■ TASK INPUTS
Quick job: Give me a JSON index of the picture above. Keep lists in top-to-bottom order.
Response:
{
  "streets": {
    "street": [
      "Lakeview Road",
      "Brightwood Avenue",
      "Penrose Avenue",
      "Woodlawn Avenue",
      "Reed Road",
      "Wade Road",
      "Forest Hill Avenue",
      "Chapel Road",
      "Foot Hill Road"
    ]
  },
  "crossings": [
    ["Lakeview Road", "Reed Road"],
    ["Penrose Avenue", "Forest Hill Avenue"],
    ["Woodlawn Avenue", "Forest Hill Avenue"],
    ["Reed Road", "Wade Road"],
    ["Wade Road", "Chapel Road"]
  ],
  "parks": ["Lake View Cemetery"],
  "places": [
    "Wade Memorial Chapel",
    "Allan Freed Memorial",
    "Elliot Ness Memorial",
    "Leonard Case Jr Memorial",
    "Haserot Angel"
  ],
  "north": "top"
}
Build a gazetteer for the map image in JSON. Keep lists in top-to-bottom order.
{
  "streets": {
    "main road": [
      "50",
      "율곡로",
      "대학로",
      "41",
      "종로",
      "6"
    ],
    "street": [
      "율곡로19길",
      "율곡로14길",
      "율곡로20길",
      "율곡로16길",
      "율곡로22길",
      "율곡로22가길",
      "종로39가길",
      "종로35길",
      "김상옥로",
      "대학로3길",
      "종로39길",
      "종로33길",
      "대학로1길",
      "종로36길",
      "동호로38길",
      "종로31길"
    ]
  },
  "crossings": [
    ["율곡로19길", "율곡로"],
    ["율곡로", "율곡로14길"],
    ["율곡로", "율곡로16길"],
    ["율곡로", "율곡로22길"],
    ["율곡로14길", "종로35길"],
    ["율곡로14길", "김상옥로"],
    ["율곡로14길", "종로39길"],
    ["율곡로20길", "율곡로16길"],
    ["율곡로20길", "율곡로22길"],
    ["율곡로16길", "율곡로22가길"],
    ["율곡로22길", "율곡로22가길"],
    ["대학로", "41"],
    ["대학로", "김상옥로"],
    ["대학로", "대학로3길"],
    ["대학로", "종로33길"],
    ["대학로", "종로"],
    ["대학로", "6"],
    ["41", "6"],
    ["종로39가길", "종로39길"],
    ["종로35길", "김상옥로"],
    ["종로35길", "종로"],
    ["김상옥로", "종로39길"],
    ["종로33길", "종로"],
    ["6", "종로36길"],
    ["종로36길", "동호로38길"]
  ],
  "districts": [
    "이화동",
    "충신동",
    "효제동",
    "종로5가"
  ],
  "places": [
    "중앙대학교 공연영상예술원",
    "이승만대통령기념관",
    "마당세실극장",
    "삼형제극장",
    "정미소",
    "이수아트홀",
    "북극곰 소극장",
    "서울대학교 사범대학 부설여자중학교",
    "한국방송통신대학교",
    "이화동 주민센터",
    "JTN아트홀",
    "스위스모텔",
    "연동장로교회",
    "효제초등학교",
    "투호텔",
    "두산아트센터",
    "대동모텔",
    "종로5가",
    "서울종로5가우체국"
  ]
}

■ EXERCISE DETAILS
In the lines above, find each one with "Wade" and list it.

■ RESULT BELOW
      "Wade Road",
    ["Reed Road", "Wade Road"],
    ["Wade Road", "Chapel Road"]
    "Wade Memorial Chapel",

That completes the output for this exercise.